Working data
+ + + + + + +

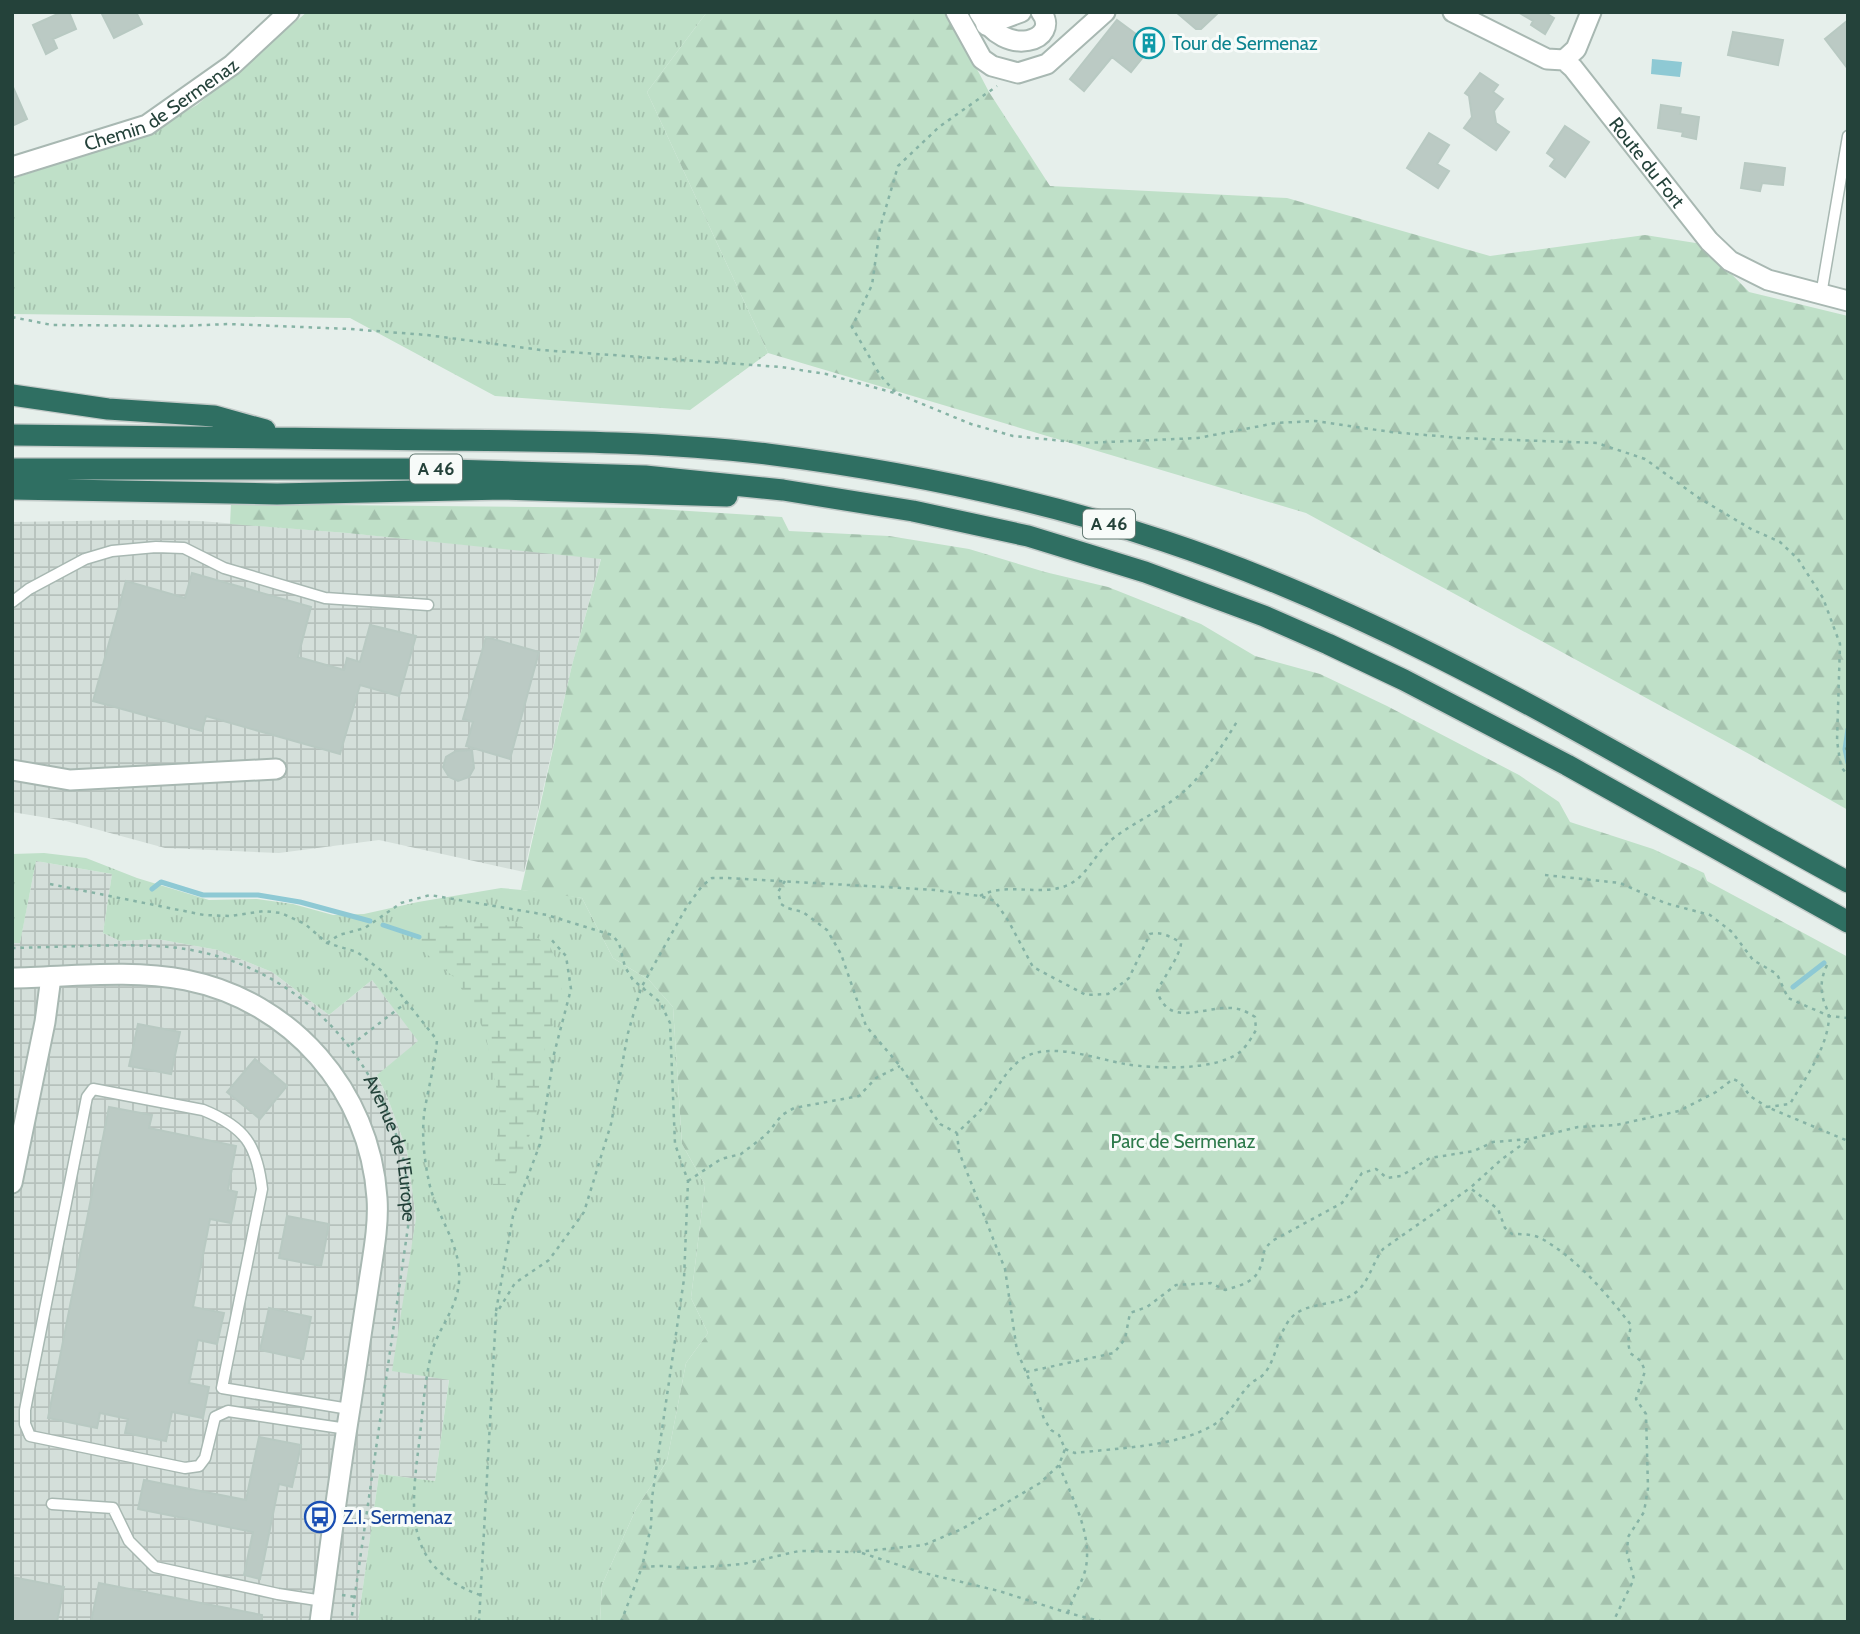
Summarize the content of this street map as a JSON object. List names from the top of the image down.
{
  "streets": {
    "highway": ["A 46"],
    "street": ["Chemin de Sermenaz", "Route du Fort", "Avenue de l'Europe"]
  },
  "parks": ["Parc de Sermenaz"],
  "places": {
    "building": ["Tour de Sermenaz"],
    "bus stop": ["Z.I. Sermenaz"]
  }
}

+ + + + + + +

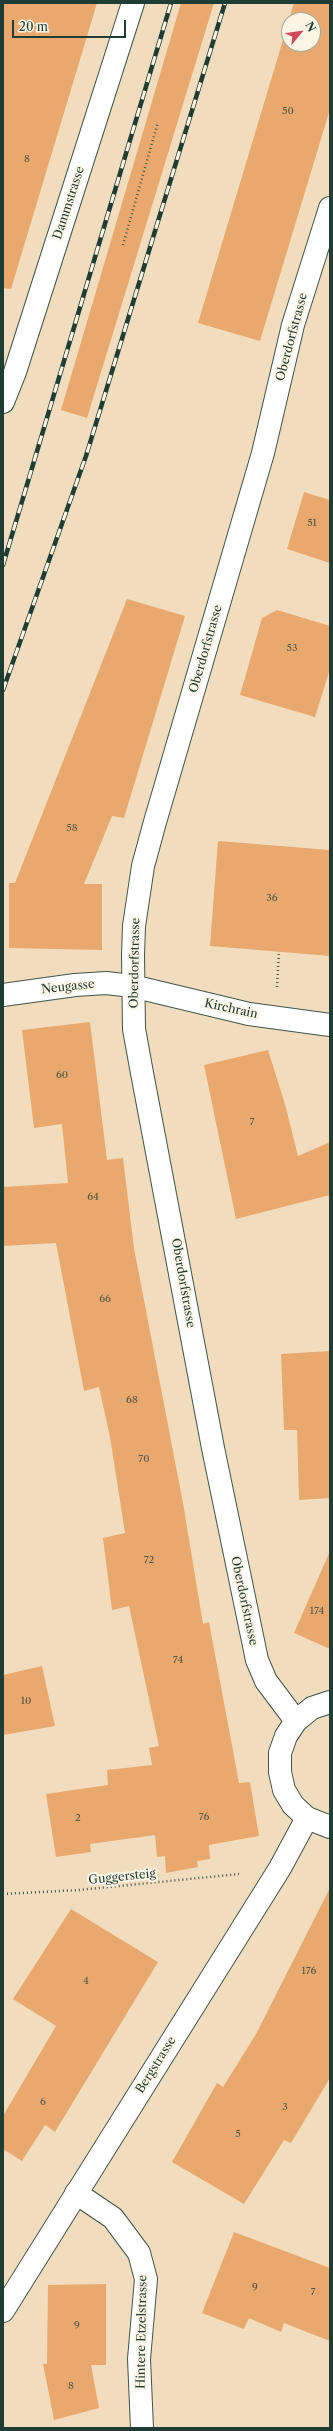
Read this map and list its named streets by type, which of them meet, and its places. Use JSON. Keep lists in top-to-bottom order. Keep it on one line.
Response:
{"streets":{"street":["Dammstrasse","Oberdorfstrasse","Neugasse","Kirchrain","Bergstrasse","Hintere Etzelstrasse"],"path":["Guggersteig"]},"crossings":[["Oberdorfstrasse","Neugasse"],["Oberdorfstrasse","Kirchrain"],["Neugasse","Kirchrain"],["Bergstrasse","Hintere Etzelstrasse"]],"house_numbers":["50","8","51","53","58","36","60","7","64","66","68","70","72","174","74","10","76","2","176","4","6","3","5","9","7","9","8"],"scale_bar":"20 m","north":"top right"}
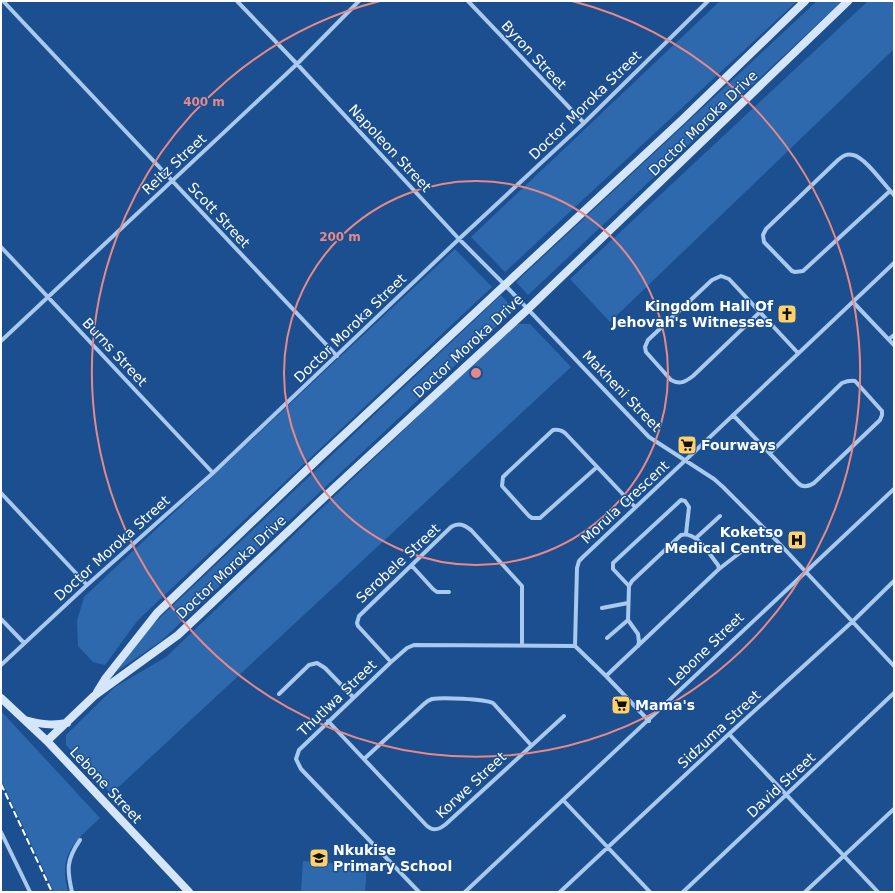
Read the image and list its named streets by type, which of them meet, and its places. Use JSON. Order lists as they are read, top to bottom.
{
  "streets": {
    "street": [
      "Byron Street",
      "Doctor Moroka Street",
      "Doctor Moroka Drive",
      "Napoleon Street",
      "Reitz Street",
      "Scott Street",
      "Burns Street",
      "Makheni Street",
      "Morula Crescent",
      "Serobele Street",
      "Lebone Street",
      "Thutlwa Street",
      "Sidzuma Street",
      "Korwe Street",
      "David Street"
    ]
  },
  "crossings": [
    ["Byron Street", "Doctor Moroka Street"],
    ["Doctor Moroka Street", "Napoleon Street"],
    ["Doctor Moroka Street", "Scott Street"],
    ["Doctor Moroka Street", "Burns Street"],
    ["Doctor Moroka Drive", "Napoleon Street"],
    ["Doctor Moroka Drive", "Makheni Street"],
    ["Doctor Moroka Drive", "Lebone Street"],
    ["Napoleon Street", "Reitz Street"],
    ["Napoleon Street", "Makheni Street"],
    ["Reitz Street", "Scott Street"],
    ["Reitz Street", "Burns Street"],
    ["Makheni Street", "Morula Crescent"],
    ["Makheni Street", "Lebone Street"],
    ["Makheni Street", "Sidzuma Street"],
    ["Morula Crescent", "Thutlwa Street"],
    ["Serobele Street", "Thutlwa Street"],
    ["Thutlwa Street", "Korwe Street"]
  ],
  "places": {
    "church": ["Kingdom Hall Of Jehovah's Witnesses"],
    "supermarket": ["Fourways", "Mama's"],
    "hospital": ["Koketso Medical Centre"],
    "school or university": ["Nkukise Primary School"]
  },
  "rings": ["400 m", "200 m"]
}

+ + + + + + +

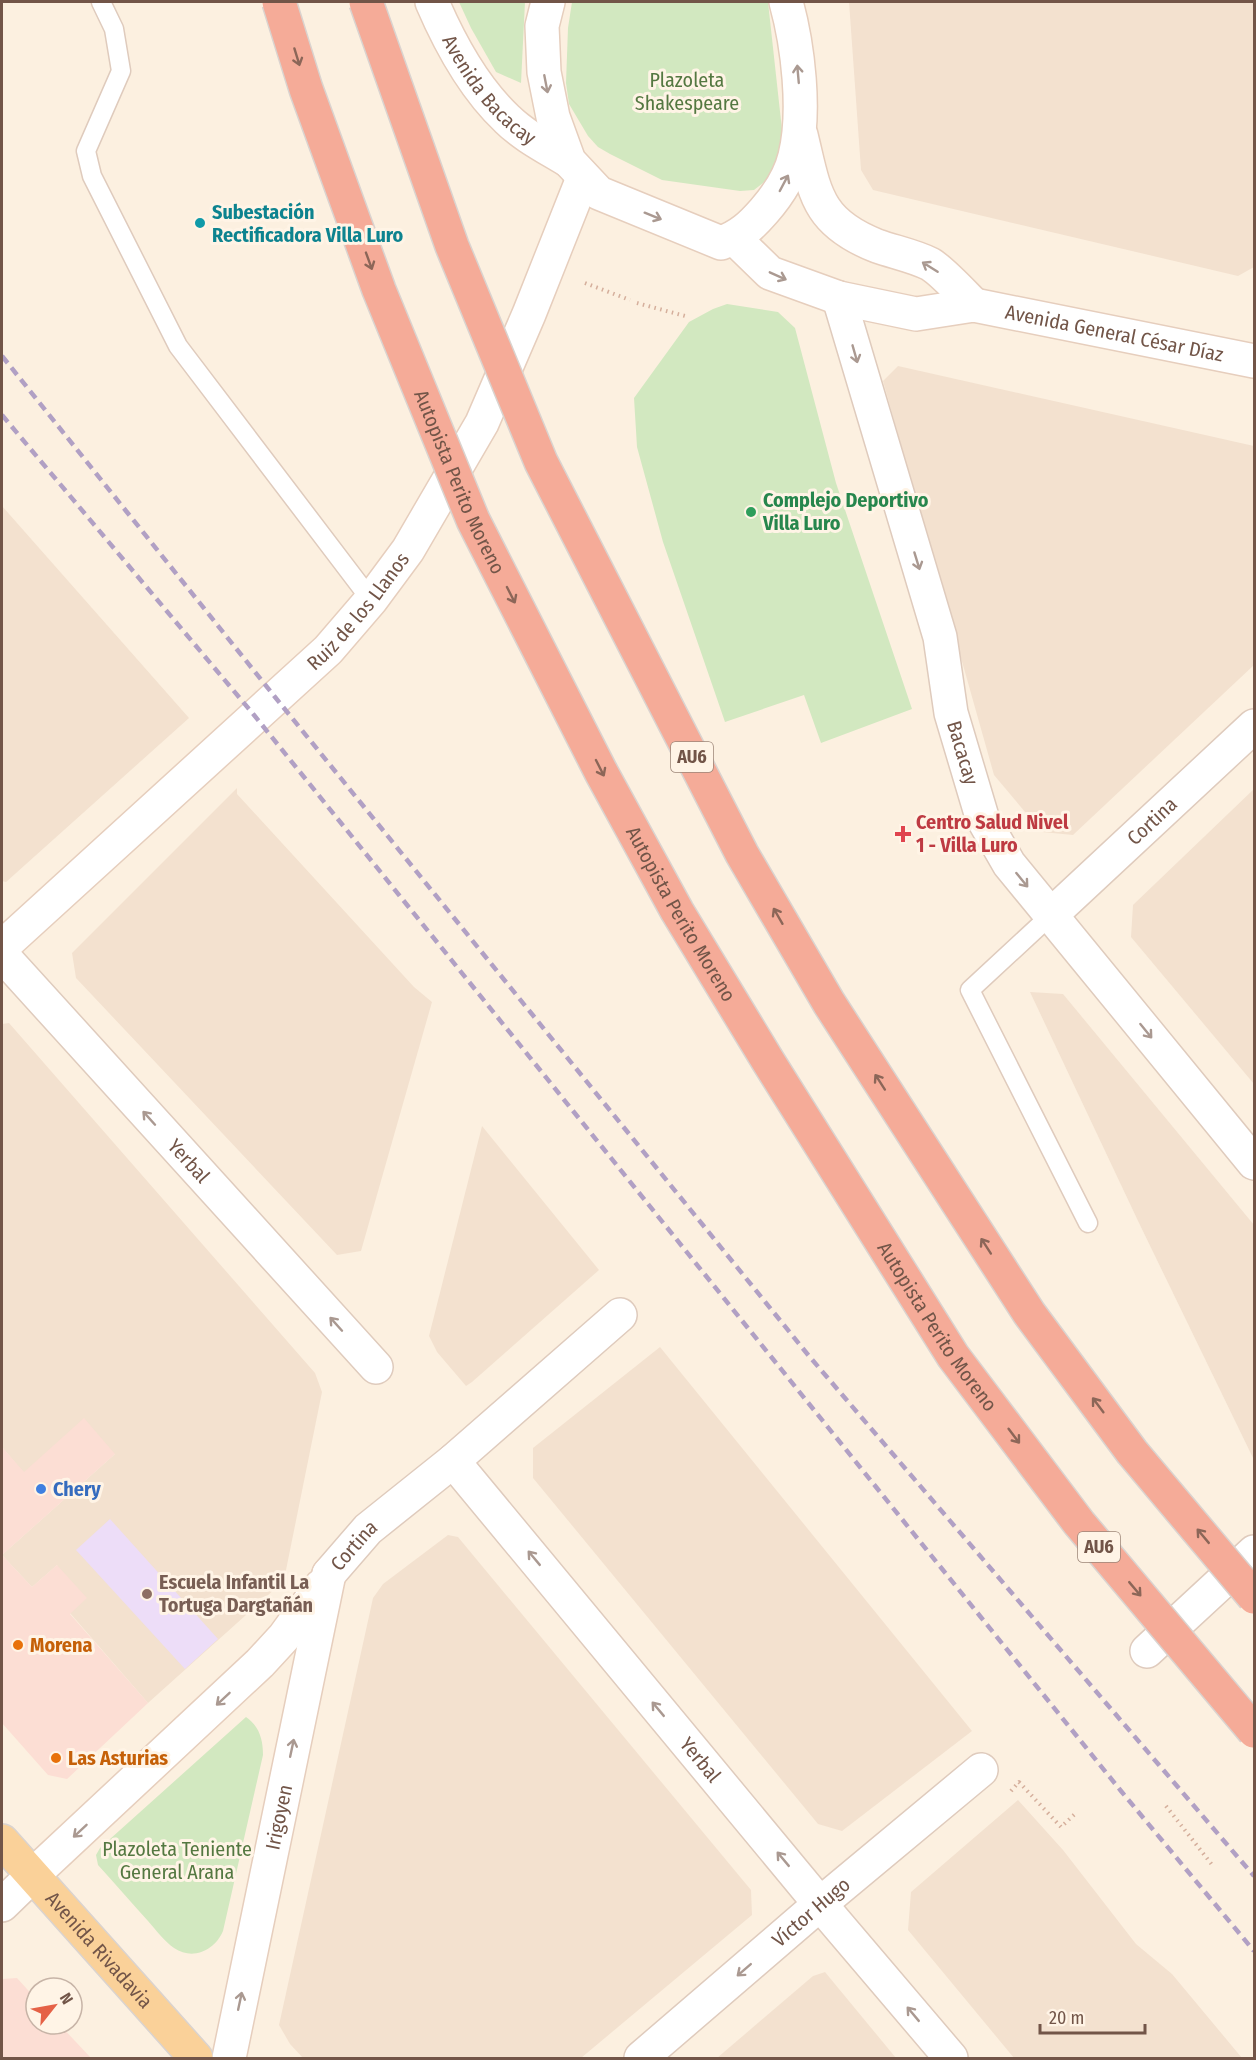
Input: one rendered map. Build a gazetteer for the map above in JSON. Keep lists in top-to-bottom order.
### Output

+ + + + + + +

What you will do
Please copy every line of the records above in which "Keep" appears.

Expected answer
Read this map and list its named streets by type, which of them meet, and its places. Use JSON. Keep lists in top-to-bottom order. Keep it on one line.
Input: one rendered map. Build a gazetteer for the map above in JSON. Keep lists in top-to-bottom order.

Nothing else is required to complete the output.